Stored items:
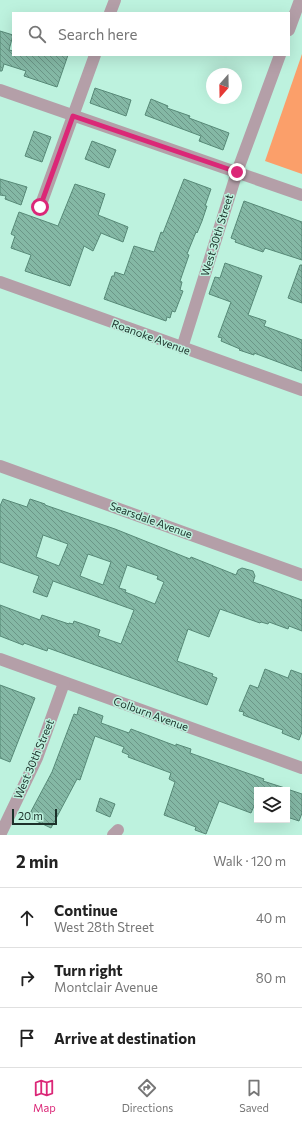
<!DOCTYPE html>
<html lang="en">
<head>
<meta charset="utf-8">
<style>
  :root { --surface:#fff; --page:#f6f6f6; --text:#222; --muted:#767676; --line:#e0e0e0; --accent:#db2777 }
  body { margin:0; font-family:Commissioner,sans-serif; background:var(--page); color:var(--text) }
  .controls { position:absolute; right:12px; bottom:12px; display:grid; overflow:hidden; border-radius:0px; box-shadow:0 4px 16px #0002 }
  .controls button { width:36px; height:36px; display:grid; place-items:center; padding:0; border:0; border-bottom:1px solid var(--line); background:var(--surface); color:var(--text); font:20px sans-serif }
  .compass { position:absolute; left:206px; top:68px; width:36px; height:36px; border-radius:50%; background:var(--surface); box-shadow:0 4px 16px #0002; rotate:200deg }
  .scale { position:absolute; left:12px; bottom:10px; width:45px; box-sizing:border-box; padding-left:4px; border:2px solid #1c312a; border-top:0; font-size:11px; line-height:14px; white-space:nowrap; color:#1c312a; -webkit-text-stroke:3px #bdf2de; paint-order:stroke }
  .stop { position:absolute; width:12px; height:12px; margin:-9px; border:3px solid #db2777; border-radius:50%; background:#fff }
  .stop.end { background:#db2777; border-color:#fff; box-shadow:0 1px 4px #0008 }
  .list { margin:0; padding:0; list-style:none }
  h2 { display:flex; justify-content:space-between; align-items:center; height:52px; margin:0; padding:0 16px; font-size:17px }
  h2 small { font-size:13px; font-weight:400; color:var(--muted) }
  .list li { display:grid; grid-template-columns:26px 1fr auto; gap:12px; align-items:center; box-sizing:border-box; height:60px; padding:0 16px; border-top:1px solid var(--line) }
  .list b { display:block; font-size:15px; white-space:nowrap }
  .list p { margin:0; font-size:13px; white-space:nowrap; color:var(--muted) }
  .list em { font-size:13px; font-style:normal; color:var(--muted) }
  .icon { flex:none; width:22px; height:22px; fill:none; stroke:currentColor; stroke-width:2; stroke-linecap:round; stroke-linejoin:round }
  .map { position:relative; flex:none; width:302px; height:835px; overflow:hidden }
  .search { position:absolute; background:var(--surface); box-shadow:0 4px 16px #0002; left:12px; right:12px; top:12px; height:44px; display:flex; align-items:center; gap:10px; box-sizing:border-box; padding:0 14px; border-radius:0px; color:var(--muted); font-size:15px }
  .sheet { height:232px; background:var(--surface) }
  nav { display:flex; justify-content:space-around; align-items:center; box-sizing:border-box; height:56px; border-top:1px solid var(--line); background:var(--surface); font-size:11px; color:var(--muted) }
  nav a { display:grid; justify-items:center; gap:2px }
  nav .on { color:var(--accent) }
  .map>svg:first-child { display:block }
  .pitch { fill:#fb9f6a }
  .building { fill:url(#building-back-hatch); stroke:#578977; fill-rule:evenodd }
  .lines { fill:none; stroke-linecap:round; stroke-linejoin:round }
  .minor { stroke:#b49fa8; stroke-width:12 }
  .route { stroke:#db2777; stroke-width:5 }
  .labels { text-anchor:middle; stroke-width:3; stroke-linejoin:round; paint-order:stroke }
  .street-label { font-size:11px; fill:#1c312a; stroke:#bdf2de }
</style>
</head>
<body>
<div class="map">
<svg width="302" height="835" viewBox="0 0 302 835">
  <defs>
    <pattern id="building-back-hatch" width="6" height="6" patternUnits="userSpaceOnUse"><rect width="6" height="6" fill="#84b8a5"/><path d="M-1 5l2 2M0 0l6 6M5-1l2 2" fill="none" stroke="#6b9687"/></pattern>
  </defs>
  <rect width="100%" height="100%" fill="#bdf2de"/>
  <path class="pitch" d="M302,54V174L265,161Z"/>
  <g class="building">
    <path d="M0,31L13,35L9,50L13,51V55H68L57,87L24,76L26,71L4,64L2,71H0Z"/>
    <path d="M95,88L131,100L126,116L90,103Z"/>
    <path d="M151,99L168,106L167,108L190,116L189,118L229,133L223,150L199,141L201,136L145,115Z"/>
    <path d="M34,131L51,137L42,162L25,156Z"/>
    <path d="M92,141L116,150L109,168L85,159Z"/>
    <path d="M0,179L27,187L21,205L5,199L6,196L0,195Z"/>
    <path d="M184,179L211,189L205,206H207L202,221L197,233L196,232L187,254L189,255L180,281L182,282L180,290L183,291L175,312L172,311L170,318L167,317L166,321L104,299L112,276H114L115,272L124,275L134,246L154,252L161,232L163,233Z"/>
    <path d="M75,184L105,194L98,215L128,227L123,242L101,233L93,251L84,246L70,286L25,271L31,255L11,248L15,236L11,234L19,212L58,226Z"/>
    <path d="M244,201L302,222V260L265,248L263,252L235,242L236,240L231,238Z"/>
    <path d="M225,263L262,276L248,315L266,321L264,326L302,340V371L254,353V355L239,350L240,349L221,341L222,338L218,337L231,302L209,294L215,277L220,278Z"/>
    <path d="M300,265H302V303L288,298Z"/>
    <path d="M3,499L27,507L30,499L45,504V505L115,529L190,559L191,557L236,575L238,570L242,568L253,571L255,576L253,582L302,600V631L289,626L288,629L269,622L268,624L261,622L260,623L220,609L209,637L188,629L177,661L213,674L212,676L217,678L207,705L48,648L47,651L24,643L23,645L0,636V605L40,620L42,615L69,624V623L73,624L74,621L100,630L98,636L121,644L134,610L53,581L47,597L33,592L39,576L0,562V506ZM43,535L68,544L59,566L36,557ZM88,554L111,562L103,585L80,576ZM127,565L158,576L157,579L164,582L155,604L125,592L126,590L119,588Z"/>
    <path d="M265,669L288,678L291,670L302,674V732L299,740L282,733L283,730L243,715L244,712L239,711L250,685L258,688Z"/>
    <path d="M0,685L35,698L10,762L0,758Z"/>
    <path d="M79,707L103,716L101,723L129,733L131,729L176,746V744L191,749L190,753L264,779L263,781L285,788L284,790H257V799L251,813L219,801L206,834L195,830L196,827L164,815L175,782L169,779L171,773L128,757L129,755L122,752L124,747L95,736L80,780L77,779L51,828L28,817L52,772L74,714L77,715Z"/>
    <path d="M287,789L302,794V813L299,821L287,817Z"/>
    <path d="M100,798L115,804L110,817L96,811Z"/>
  </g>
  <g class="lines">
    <g class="minor">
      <path d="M110,13L115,0"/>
      <path d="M289,30L300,0"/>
      <path d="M0,90L302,195"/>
      <path d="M40,207L95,55"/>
      <path d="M0,282L302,390"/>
      <path d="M182,348L237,172L280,55"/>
      <path d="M0,466L302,575"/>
      <path d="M0,659L302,768"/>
      <path d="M0,835L37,758L64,683"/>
      <path d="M113,835L118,830"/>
    </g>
  </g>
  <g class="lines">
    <path class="route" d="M40,207L73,116L237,172"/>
  </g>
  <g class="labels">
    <g class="street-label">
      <text transform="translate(217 235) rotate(-73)" y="4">West 30th Street</text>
      <text transform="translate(151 337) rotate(20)" y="4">Roanoke Avenue</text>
      <text transform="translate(151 520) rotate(20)" y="4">Searsdale Avenue</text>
      <text transform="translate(151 714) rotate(20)" y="4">Colburn Avenue</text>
      <text transform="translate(34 759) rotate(-67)" y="4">West 30th Street</text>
    </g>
  </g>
</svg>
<div class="controls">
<button><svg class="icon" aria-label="layers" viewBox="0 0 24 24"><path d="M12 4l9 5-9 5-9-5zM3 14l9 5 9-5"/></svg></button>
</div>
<svg class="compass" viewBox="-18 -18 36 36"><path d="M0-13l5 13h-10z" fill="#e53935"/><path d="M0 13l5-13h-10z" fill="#767676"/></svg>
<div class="scale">20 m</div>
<div class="stop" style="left:40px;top:207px"></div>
<div class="stop end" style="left:237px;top:172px"></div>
<div class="search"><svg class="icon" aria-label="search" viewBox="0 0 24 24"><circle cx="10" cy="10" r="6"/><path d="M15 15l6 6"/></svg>Search here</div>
</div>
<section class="sheet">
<h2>2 min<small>Walk · 120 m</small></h2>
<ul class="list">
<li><svg class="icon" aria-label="ahead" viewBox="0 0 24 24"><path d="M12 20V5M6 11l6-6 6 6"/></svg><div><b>Continue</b><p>West 28th Street</p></div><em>40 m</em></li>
<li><svg class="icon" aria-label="right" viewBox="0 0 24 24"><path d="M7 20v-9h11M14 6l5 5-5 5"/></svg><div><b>Turn right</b><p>Montclair Avenue</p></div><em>80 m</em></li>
<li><svg class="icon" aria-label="arrive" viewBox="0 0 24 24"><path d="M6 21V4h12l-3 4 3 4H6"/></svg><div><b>Arrive at destination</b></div></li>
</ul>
</section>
<nav>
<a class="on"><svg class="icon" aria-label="map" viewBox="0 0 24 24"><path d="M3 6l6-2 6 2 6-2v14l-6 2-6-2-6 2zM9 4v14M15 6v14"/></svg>Map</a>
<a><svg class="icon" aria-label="directions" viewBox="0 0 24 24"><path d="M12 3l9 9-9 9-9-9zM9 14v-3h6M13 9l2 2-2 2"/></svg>Directions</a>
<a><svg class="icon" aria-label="saved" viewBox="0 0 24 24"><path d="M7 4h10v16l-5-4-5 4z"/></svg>Saved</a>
</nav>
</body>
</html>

EXERCISE REQUIREMENTS - Return the lines above, from the one containing "6 2 6-2v14l-6" to the end, exactly as they stand.

SOLVED EXERCISE -
<a class="on"><svg class="icon" aria-label="map" viewBox="0 0 24 24"><path d="M3 6l6-2 6 2 6-2v14l-6 2-6-2-6 2zM9 4v14M15 6v14"/></svg>Map</a>
<a><svg class="icon" aria-label="directions" viewBox="0 0 24 24"><path d="M12 3l9 9-9 9-9-9zM9 14v-3h6M13 9l2 2-2 2"/></svg>Directions</a>
<a><svg class="icon" aria-label="saved" viewBox="0 0 24 24"><path d="M7 4h10v16l-5-4-5 4z"/></svg>Saved</a>
</nav>
</body>
</html>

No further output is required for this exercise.